Exercise prompt >>
Please retype the records below exactly, from the first line through the line containing "display:block; font-size:49px; line-height:60px", and leave out any pictures.

Supplied data >>
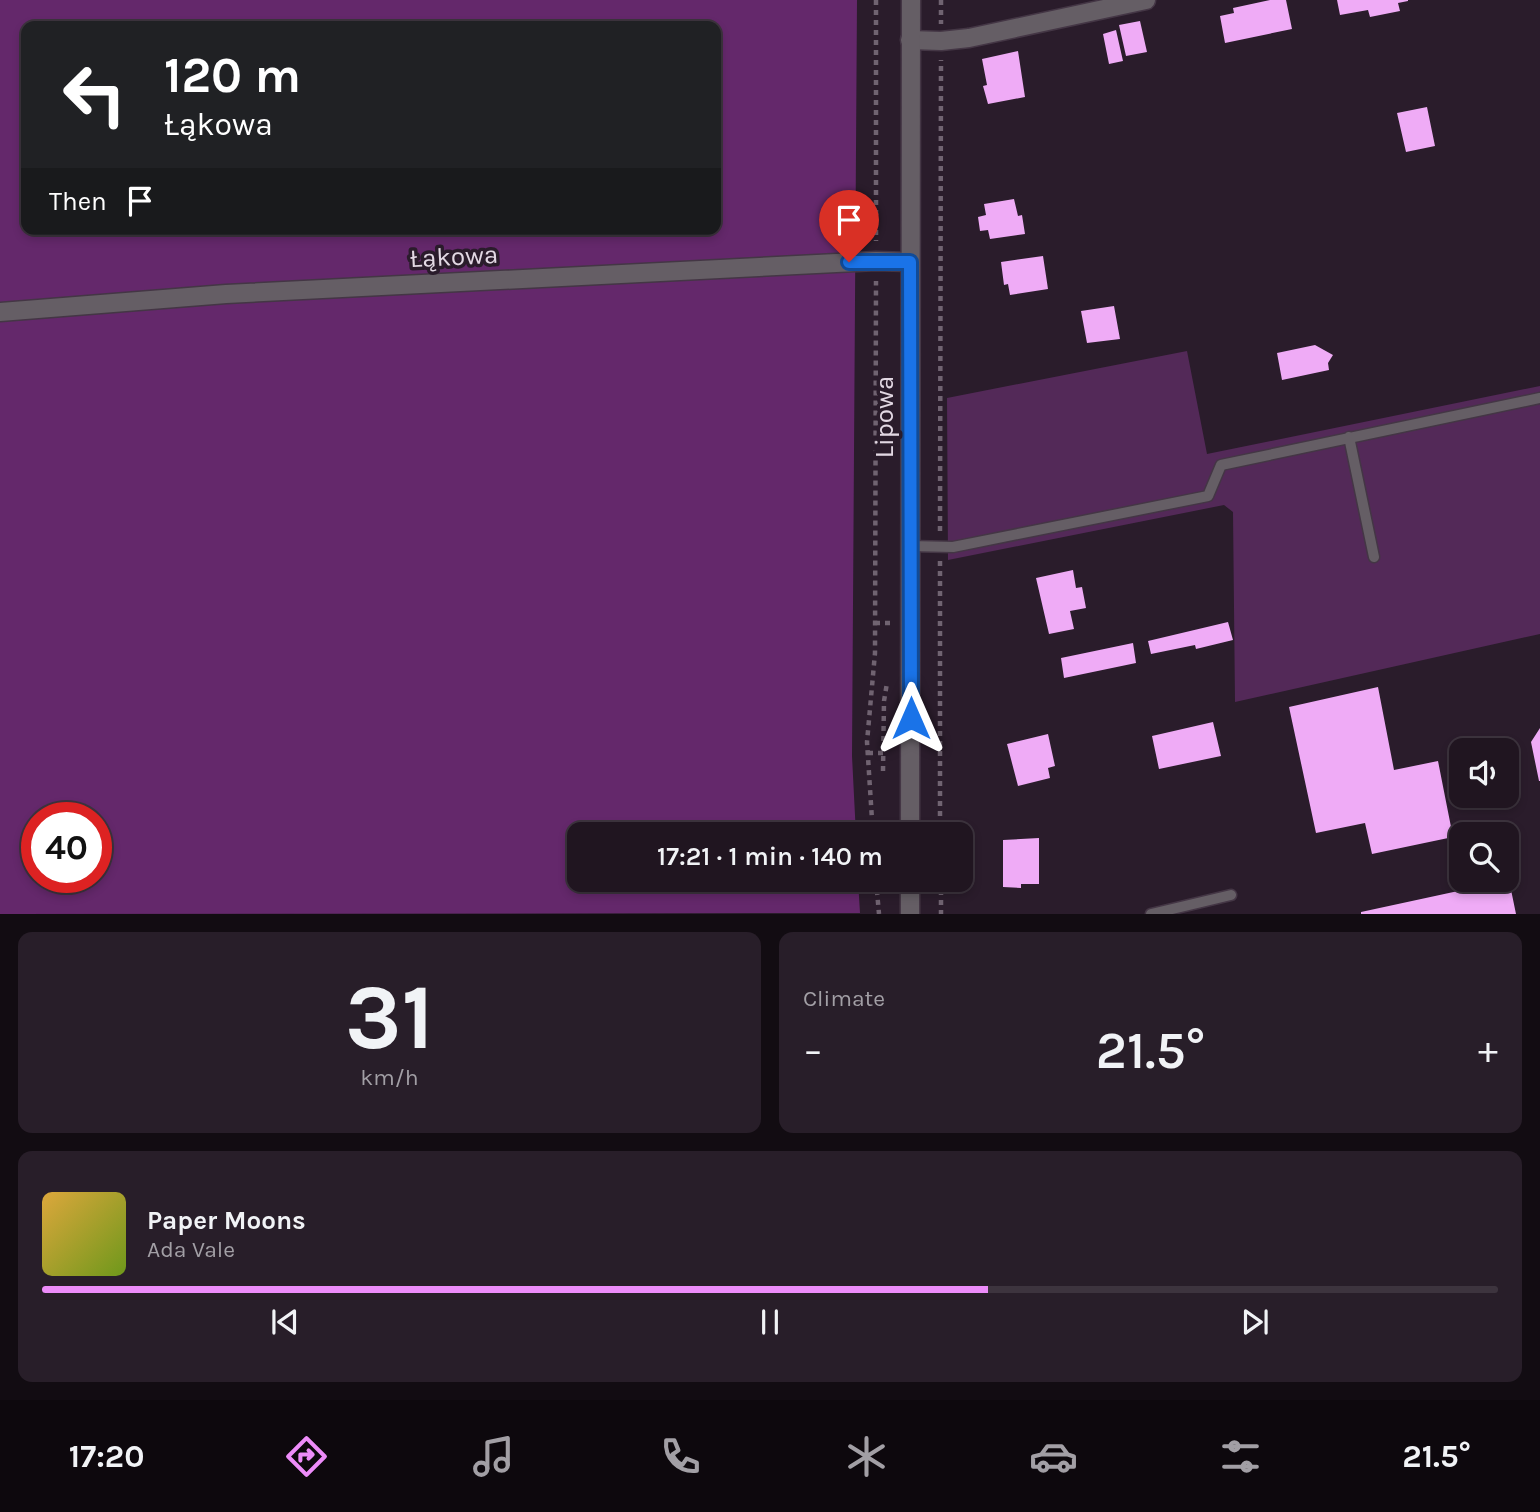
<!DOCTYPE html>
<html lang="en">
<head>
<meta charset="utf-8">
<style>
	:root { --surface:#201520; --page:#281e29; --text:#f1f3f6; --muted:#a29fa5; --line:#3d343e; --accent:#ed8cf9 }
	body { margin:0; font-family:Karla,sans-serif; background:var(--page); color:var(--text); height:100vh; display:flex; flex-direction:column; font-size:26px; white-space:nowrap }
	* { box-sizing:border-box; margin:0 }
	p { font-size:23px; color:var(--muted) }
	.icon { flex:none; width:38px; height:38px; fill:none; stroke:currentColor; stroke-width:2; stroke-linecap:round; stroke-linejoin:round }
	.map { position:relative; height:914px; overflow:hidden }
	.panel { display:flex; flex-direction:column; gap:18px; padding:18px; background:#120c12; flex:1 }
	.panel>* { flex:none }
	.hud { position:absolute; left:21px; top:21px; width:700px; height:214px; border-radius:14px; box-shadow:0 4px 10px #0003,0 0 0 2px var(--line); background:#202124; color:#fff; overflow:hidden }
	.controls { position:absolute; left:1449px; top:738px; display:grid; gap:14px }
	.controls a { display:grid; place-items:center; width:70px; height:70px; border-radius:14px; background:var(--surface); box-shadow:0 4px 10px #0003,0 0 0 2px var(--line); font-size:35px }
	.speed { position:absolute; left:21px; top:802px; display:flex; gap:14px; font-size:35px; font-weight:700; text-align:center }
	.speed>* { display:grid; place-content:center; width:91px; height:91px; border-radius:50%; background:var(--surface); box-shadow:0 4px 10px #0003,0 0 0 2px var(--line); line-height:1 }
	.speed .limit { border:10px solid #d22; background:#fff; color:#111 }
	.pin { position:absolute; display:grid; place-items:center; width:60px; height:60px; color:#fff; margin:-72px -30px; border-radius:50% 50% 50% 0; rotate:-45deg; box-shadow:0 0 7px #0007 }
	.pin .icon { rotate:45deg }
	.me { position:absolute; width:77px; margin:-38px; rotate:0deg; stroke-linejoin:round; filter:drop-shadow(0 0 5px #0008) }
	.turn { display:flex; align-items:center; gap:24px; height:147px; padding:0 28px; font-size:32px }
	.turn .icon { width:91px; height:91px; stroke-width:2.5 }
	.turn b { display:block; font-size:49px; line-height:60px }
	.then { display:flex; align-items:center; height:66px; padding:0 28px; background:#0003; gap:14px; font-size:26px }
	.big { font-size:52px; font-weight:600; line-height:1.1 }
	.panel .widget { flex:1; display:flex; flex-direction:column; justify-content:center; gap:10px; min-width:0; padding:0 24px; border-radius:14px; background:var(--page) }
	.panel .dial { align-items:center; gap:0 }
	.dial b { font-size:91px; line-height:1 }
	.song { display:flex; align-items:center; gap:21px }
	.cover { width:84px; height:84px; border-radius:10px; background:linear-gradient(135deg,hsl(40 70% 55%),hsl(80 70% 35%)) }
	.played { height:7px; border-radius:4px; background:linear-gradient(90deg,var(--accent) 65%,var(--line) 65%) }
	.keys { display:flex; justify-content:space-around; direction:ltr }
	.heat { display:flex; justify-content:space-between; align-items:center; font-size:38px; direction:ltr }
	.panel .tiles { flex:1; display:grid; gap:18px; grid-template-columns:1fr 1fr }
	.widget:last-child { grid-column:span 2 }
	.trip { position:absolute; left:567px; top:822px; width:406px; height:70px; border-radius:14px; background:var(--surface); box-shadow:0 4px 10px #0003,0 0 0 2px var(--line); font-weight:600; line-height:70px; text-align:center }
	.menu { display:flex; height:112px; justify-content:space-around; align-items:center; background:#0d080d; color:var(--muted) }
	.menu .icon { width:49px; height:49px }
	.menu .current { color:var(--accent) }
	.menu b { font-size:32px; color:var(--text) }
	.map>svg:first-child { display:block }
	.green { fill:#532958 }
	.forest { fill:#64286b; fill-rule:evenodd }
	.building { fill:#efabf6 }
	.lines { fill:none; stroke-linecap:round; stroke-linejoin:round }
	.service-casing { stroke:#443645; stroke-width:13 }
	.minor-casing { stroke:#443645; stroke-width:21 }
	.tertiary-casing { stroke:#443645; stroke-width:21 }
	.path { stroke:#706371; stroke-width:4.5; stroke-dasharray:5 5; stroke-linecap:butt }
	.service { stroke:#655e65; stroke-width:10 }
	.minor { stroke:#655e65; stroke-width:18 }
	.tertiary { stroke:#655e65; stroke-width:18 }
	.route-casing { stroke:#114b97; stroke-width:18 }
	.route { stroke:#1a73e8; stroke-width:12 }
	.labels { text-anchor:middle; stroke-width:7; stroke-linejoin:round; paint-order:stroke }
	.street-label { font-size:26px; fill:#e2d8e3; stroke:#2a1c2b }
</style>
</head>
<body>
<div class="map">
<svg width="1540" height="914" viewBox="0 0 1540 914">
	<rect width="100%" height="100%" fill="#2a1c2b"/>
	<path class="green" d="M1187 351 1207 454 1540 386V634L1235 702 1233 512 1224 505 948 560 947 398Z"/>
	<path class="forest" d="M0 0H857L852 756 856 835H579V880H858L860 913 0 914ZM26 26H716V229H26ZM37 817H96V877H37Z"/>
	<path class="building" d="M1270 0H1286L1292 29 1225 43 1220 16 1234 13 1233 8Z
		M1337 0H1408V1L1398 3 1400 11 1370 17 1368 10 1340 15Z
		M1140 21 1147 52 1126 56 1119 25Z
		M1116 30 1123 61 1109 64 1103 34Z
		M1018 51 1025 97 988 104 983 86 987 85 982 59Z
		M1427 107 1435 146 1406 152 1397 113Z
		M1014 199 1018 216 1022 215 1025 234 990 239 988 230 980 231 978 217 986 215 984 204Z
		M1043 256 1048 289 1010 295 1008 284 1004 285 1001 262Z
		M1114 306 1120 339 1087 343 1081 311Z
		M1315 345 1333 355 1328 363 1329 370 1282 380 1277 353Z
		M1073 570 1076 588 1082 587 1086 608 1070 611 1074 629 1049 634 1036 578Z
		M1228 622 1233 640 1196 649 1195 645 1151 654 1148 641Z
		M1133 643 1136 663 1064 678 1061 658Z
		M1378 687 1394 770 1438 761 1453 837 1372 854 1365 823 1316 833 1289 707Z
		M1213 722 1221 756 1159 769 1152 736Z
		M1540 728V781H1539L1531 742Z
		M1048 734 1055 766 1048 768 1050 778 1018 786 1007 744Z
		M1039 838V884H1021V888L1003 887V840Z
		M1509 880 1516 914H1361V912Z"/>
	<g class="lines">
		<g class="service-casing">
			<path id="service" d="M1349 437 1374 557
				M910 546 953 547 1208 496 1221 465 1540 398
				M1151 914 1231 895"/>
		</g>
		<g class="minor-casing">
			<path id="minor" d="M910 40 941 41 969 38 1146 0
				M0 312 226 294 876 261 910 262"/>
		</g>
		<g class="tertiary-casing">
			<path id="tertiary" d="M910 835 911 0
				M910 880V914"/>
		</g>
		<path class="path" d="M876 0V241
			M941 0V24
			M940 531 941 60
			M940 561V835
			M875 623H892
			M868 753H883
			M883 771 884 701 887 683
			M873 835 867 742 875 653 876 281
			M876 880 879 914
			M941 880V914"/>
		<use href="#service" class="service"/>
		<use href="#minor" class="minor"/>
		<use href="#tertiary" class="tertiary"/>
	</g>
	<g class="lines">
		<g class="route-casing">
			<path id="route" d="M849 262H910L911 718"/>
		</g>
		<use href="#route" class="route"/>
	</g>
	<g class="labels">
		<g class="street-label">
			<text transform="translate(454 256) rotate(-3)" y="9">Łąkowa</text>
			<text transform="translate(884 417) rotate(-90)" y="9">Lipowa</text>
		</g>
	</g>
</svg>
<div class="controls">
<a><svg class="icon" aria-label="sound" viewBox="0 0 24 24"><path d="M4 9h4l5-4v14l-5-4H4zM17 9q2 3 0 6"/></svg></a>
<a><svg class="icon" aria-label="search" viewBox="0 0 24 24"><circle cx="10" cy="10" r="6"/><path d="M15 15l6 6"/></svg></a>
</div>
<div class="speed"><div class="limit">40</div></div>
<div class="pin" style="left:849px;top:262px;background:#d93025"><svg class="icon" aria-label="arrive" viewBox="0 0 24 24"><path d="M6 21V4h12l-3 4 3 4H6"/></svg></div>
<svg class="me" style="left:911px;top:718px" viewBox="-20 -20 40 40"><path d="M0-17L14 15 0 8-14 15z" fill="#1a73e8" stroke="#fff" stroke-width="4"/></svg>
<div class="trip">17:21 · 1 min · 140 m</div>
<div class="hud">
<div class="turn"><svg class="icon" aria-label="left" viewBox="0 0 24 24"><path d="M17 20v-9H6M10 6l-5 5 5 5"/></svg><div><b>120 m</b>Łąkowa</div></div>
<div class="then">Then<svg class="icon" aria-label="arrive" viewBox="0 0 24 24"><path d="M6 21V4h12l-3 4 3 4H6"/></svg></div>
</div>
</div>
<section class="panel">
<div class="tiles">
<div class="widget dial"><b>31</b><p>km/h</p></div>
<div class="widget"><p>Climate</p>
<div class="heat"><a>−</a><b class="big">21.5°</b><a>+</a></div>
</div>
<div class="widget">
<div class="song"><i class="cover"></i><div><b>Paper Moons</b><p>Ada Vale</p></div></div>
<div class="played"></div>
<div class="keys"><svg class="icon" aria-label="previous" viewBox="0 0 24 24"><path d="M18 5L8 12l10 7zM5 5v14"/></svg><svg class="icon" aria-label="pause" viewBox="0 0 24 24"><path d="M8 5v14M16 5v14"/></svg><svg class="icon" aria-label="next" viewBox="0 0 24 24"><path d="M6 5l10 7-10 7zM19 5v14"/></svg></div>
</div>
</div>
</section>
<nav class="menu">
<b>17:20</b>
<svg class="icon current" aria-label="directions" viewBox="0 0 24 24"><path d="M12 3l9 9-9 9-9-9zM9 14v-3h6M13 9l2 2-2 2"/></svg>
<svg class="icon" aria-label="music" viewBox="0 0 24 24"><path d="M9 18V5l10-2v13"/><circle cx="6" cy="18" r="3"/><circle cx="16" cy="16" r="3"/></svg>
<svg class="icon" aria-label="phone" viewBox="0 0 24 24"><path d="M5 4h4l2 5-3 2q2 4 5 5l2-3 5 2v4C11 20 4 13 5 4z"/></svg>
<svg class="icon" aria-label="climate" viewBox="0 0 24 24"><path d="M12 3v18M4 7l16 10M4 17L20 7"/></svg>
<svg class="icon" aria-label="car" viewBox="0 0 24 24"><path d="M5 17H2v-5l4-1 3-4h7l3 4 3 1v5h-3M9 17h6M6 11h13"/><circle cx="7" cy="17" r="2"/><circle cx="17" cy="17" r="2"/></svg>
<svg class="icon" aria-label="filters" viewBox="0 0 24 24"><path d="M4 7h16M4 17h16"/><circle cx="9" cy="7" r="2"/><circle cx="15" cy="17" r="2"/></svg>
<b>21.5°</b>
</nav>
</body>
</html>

Your response >>
<!DOCTYPE html>
<html lang="en">
<head>
<meta charset="utf-8">
<style>
	:root { --surface:#201520; --page:#281e29; --text:#f1f3f6; --muted:#a29fa5; --line:#3d343e; --accent:#ed8cf9 }
	body { margin:0; font-family:Karla,sans-serif; background:var(--page); color:var(--text); height:100vh; display:flex; flex-direction:column; font-size:26px; white-space:nowrap }
	* { box-sizing:border-box; margin:0 }
	p { font-size:23px; color:var(--muted) }
	.icon { flex:none; width:38px; height:38px; fill:none; stroke:currentColor; stroke-width:2; stroke-linecap:round; stroke-linejoin:round }
	.map { position:relative; height:914px; overflow:hidden }
	.panel { display:flex; flex-direction:column; gap:18px; padding:18px; background:#120c12; flex:1 }
	.panel>* { flex:none }
	.hud { position:absolute; left:21px; top:21px; width:700px; height:214px; border-radius:14px; box-shadow:0 4px 10px #0003,0 0 0 2px var(--line); background:#202124; color:#fff; overflow:hidden }
	.controls { position:absolute; left:1449px; top:738px; display:grid; gap:14px }
	.controls a { display:grid; place-items:center; width:70px; height:70px; border-radius:14px; background:var(--surface); box-shadow:0 4px 10px #0003,0 0 0 2px var(--line); font-size:35px }
	.speed { position:absolute; left:21px; top:802px; display:flex; gap:14px; font-size:35px; font-weight:700; text-align:center }
	.speed>* { display:grid; place-content:center; width:91px; height:91px; border-radius:50%; background:var(--surface); box-shadow:0 4px 10px #0003,0 0 0 2px var(--line); line-height:1 }
	.speed .limit { border:10px solid #d22; background:#fff; color:#111 }
	.pin { position:absolute; display:grid; place-items:center; width:60px; height:60px; color:#fff; margin:-72px -30px; border-radius:50% 50% 50% 0; rotate:-45deg; box-shadow:0 0 7px #0007 }
	.pin .icon { rotate:45deg }
	.me { position:absolute; width:77px; margin:-38px; rotate:0deg; stroke-linejoin:round; filter:drop-shadow(0 0 5px #0008) }
	.turn { display:flex; align-items:center; gap:24px; height:147px; padding:0 28px; font-size:32px }
	.turn .icon { width:91px; height:91px; stroke-width:2.5 }
	.turn b { display:block; font-size:49px; line-height:60px }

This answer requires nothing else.